La evaluación debe asumirse como una cultura tanto individual como colectiva y permanente para revisar los procesos y los resultados y emprender los cambios necesarios. Evaluación que ayuda a descubrir tanto al alumno como al docente sus fortalezas, sus carencias, sus necesidades. Evaluar no para clasificar y castigar, sino para ayudar, para evitar el fracaso, para que todos tengan éxito. Pasar de enseñar para evaluar, a evaluar para enseñar mejor. Más que juzgar el pasado, la evaluación debe ayudar a preparar el futuro.

Este es el criterio que debería guiar a la evaluación, criterio que, sin embargo, está muy lejos de las prácticas habituales. Hay docentes que llegan incluso a enorgullecerse de su fracaso, lo que evidencia una total aberración. No conozco ningún médico que vaya alardeando por allí de que, de cincuenta enfermos que atendió,  solo le sobrevivieron cuatro. Tampoco conozco ningún ingeniero que se ufane de que la mayoría de los edificios que empieza nunca quedan terminados o se derrumban pronto. Pero sí conozco educadores que exhiben sin el menor pudor su fama de “raspadores”, y hasta se les oye comentar, sin pena, casi con gozo: “De cuarenta alumnos,  solo me pasaron siete”. Ignoran que el único modo de comprobar la idoneidad de un docente es mediante el éxito de sus alumnos. Si los alumnos salen mal, él también está saliendo mal pues no logró motivarlos y guiarlos para que aprendieran lo que tenían que aprender. En definitiva, toda evaluación que propone el docente se convierte también en su propia autoevaluación a la luz de los resultados de sus alumnos.

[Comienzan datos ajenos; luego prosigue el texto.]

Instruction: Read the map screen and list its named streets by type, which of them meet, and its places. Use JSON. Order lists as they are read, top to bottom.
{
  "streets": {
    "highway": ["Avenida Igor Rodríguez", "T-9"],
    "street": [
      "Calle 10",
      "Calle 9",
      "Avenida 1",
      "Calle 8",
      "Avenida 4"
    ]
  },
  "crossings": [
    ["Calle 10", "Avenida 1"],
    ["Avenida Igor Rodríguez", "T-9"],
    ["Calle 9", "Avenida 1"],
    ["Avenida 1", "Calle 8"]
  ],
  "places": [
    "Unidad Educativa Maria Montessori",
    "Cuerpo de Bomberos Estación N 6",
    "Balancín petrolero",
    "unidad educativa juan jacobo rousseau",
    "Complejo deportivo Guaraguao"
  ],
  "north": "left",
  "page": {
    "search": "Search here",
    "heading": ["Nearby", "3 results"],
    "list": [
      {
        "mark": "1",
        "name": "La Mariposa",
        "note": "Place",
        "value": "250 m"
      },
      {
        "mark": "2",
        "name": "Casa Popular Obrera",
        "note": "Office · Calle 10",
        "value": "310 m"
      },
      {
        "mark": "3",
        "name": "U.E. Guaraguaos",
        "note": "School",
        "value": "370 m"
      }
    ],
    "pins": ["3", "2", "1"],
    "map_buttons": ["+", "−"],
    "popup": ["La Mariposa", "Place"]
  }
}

Una pedagogía inclusiva no culpa a los alumnos de su fracaso. Si los alumnos no aprendieron, habrá que revisar el contexto y la experiencia de aprendizaje para ver qué está funcionando mal: el método, la motivación, los materiales, los conocimientos previos, las estrategias.., para introducir las modificaciones necesarias para que los alumnos tengan éxito. La evaluación se convierte entonces en un medio excelente para que el profesor conozca cuáles son las fortalezas y carencias de cada alumno para así poderle brindar la ayuda que necesita.

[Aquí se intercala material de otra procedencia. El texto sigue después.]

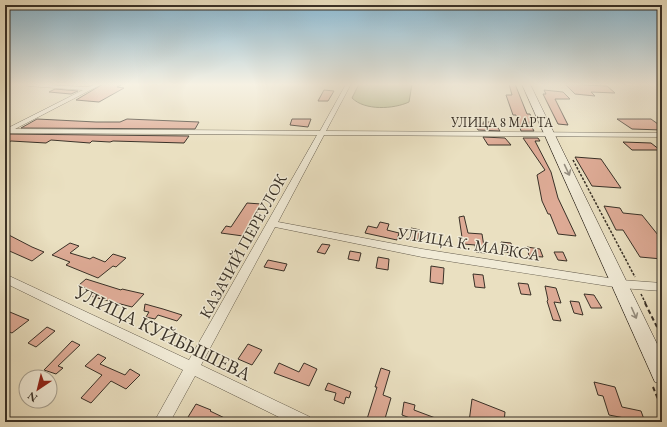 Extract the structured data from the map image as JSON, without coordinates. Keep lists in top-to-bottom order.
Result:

 Este tipo de evaluación no castiga el error, sino que lo asume como una maravillosa oportunidad de aprendizaje. Si todos repetimos que “los errores enseñan”, ¿por qué los castigamos? Si ayudamos a hacer consciente el error, estaremos poniendo las bases para superarlo.

Es también muy importante que los educadores piensen bien sus evaluaciones para que se aclaren si responden a una educación transmisiva y bancaria o a una educación creativa y transformadora, pues la evaluación expresa de un modo muy claro la concepción y el modelo educativo: “Dime cómo evalúas y te diré qué tipo de educador eres”. A través de las evaluaciones podemos determinar lo que pretenden los educadores: ¿Alumnos que sepan marcar o alumnos que sepan redactar? ¿Alumnos capaces de exponer su propio pensamiento o que repitan el de los demás? ¿Alumnos productores o alumnos reproductores? ¿Alumnos que compiten o alumnos que comparten? ¿Alumnos que sacan buenas notas o alumnos que van adquiriendo un aprendizaje autónomo y la capacidad y el deseo de seguir aprendiendo siempre y cultivando el amor a la sabiduría?

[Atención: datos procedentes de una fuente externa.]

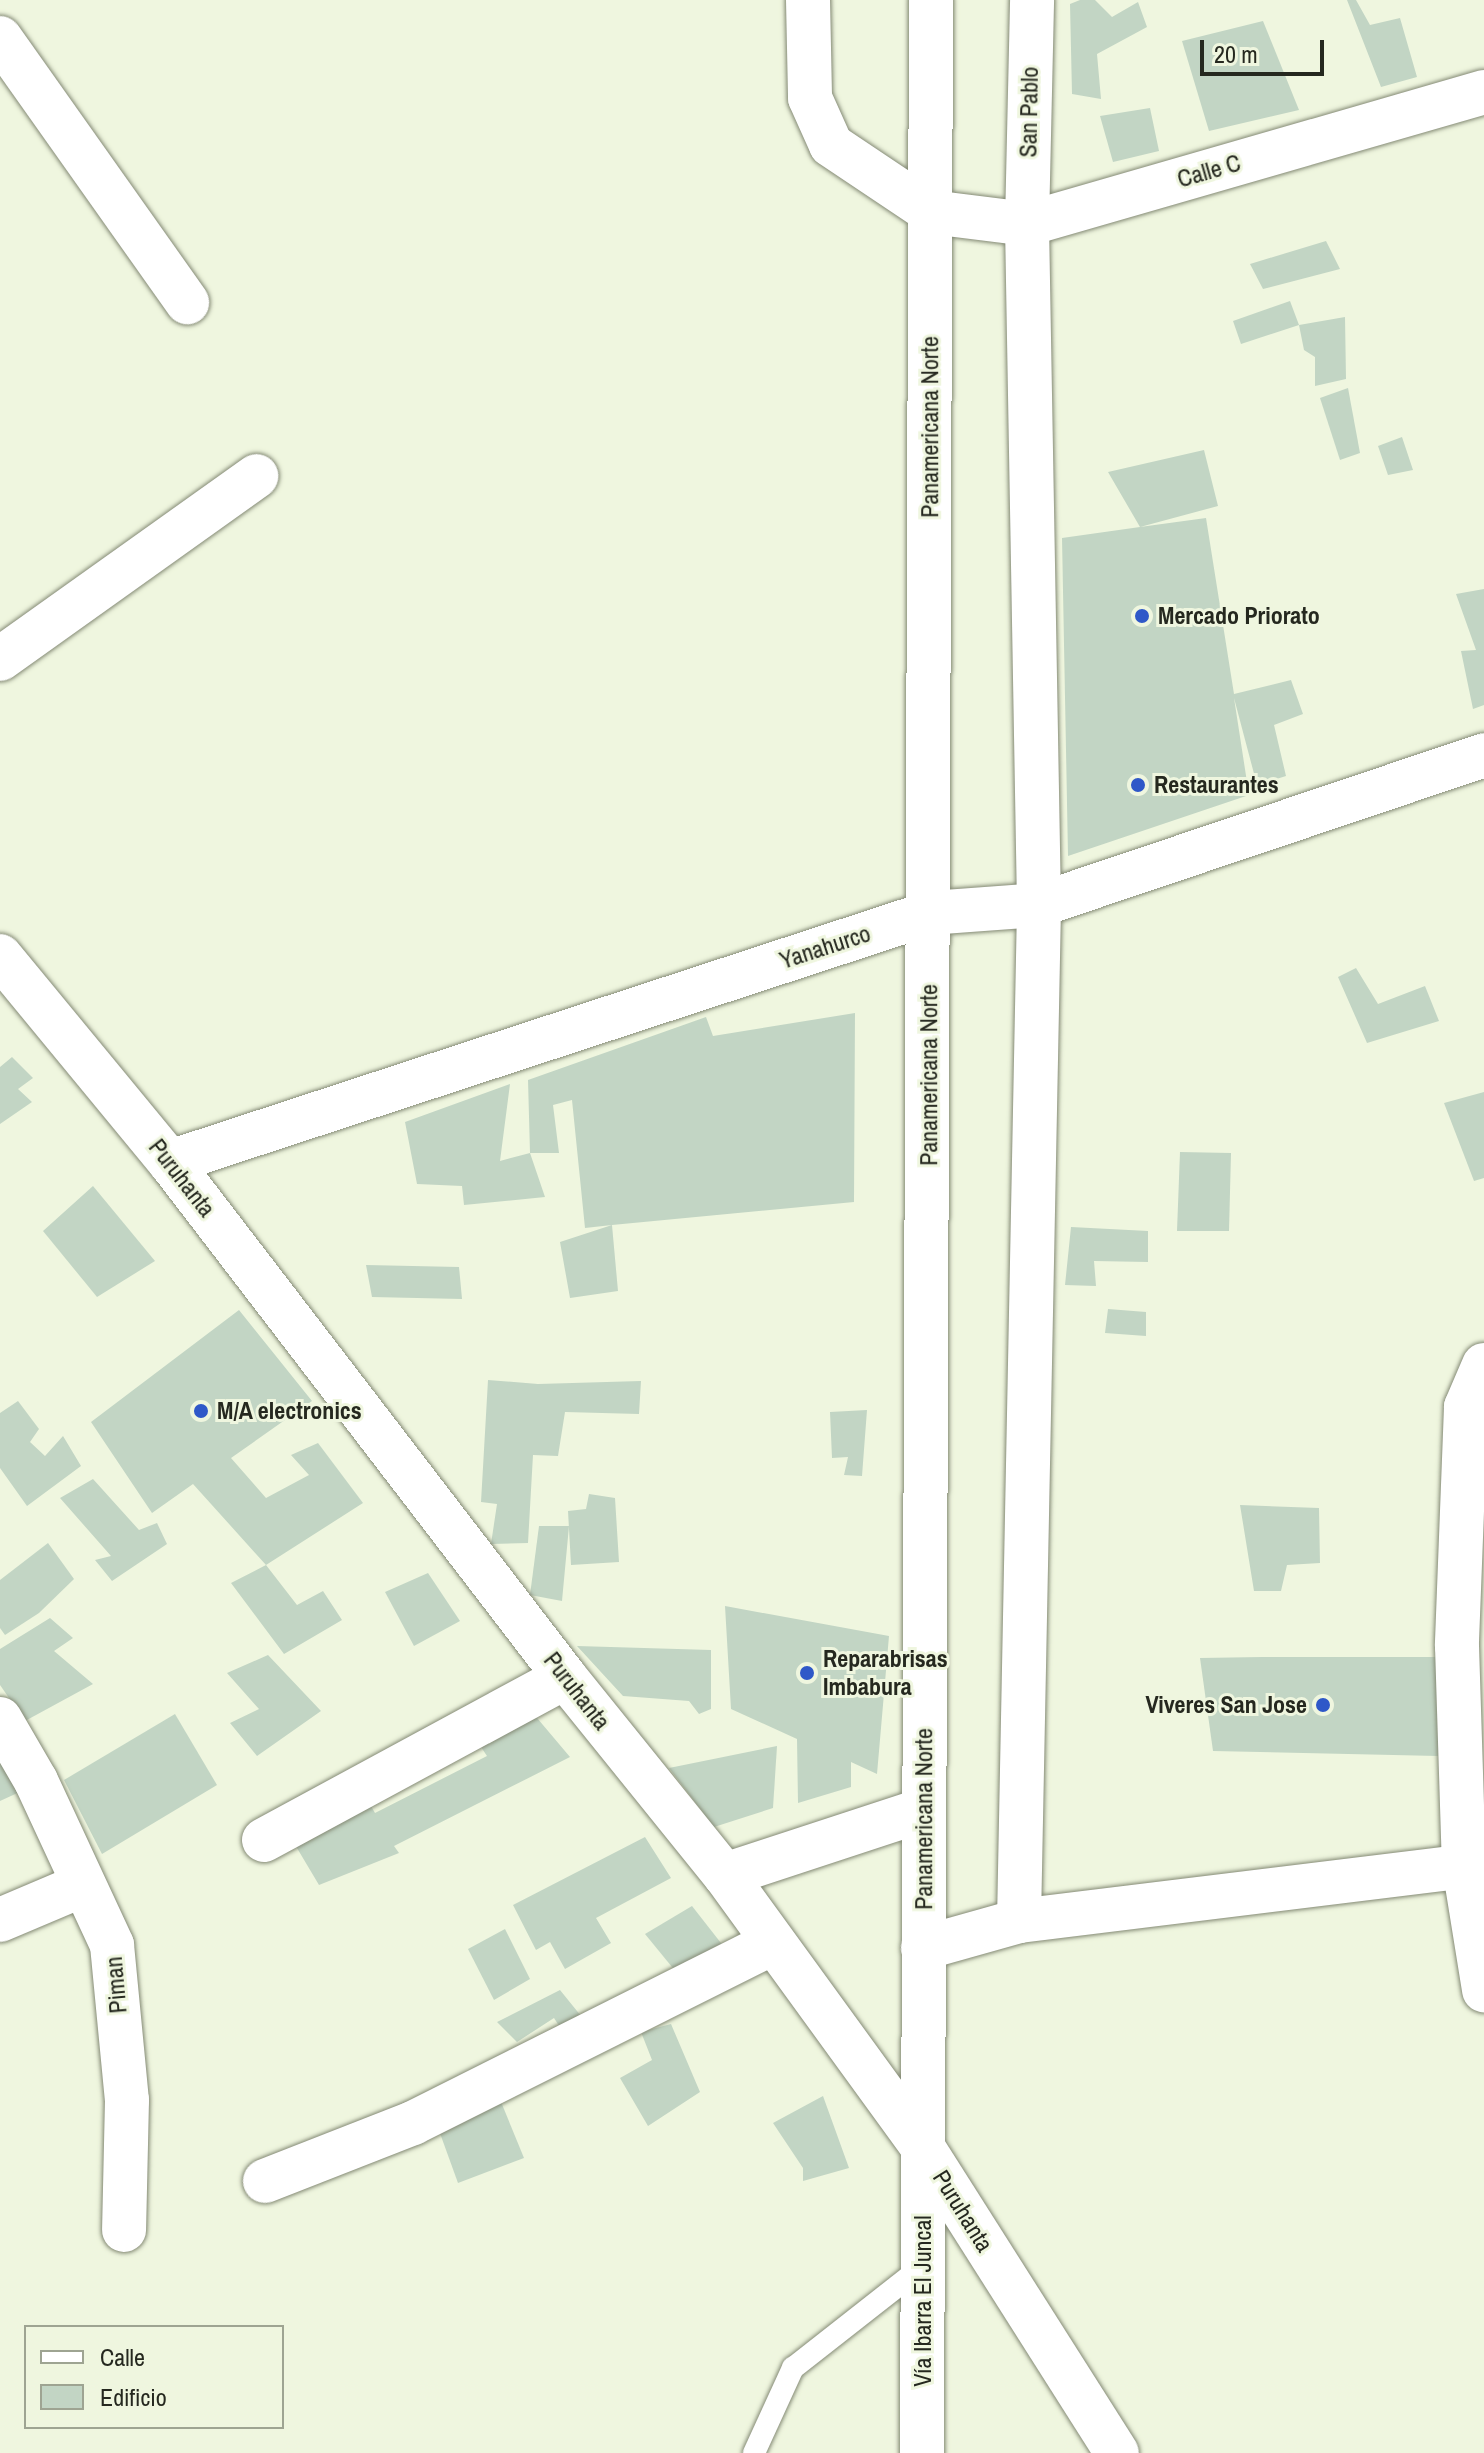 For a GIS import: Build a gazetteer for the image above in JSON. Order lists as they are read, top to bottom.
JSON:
{
  "streets": {
    "main road": [
      "San Pablo",
      "Calle C",
      "Panamericana Norte",
      "Yanahurco",
      "Puruhanta",
      "Piman",
      "Vía Ibarra El Juncal"
    ]
  },
  "crossings": [
    ["San Pablo", "Calle C"],
    ["San Pablo", "Yanahurco"],
    ["Calle C", "Panamericana Norte"],
    ["Panamericana Norte", "Yanahurco"],
    ["Panamericana Norte", "Puruhanta"],
    ["Panamericana Norte", "Vía Ibarra El Juncal"],
    ["Yanahurco", "Puruhanta"],
    ["Puruhanta", "Vía Ibarra El Juncal"]
  ],
  "places": [
    "Mercado Priorato",
    "Restaurantes",
    "M/A electronics",
    "Reparabrisas Imbabura",
    "Viveres San Jose"
  ],
  "legend": ["Calle", "Edificio"],
  "scale_bar": "20 m"
}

Si enseñamos a pensar, a producir, a crear, las evaluaciones deben ser ejercicios de pensamiento, de producción, de creación. Si los educadores tienen que vigilar que los alumnos no se copien, puede ser una evidencia de que sus evaluaciones responden a una educación transmisiva, ya que es imposible copiarse la creatividad, la opinión personal y razonada, las propuestas, los juicios personales.

No olvidemos nunca que la finalidad de un buen maestro es hacerse inútil: es decir, que ha enseñado a sus estudiantes de tal modo a aprender que ya no necesitan de él.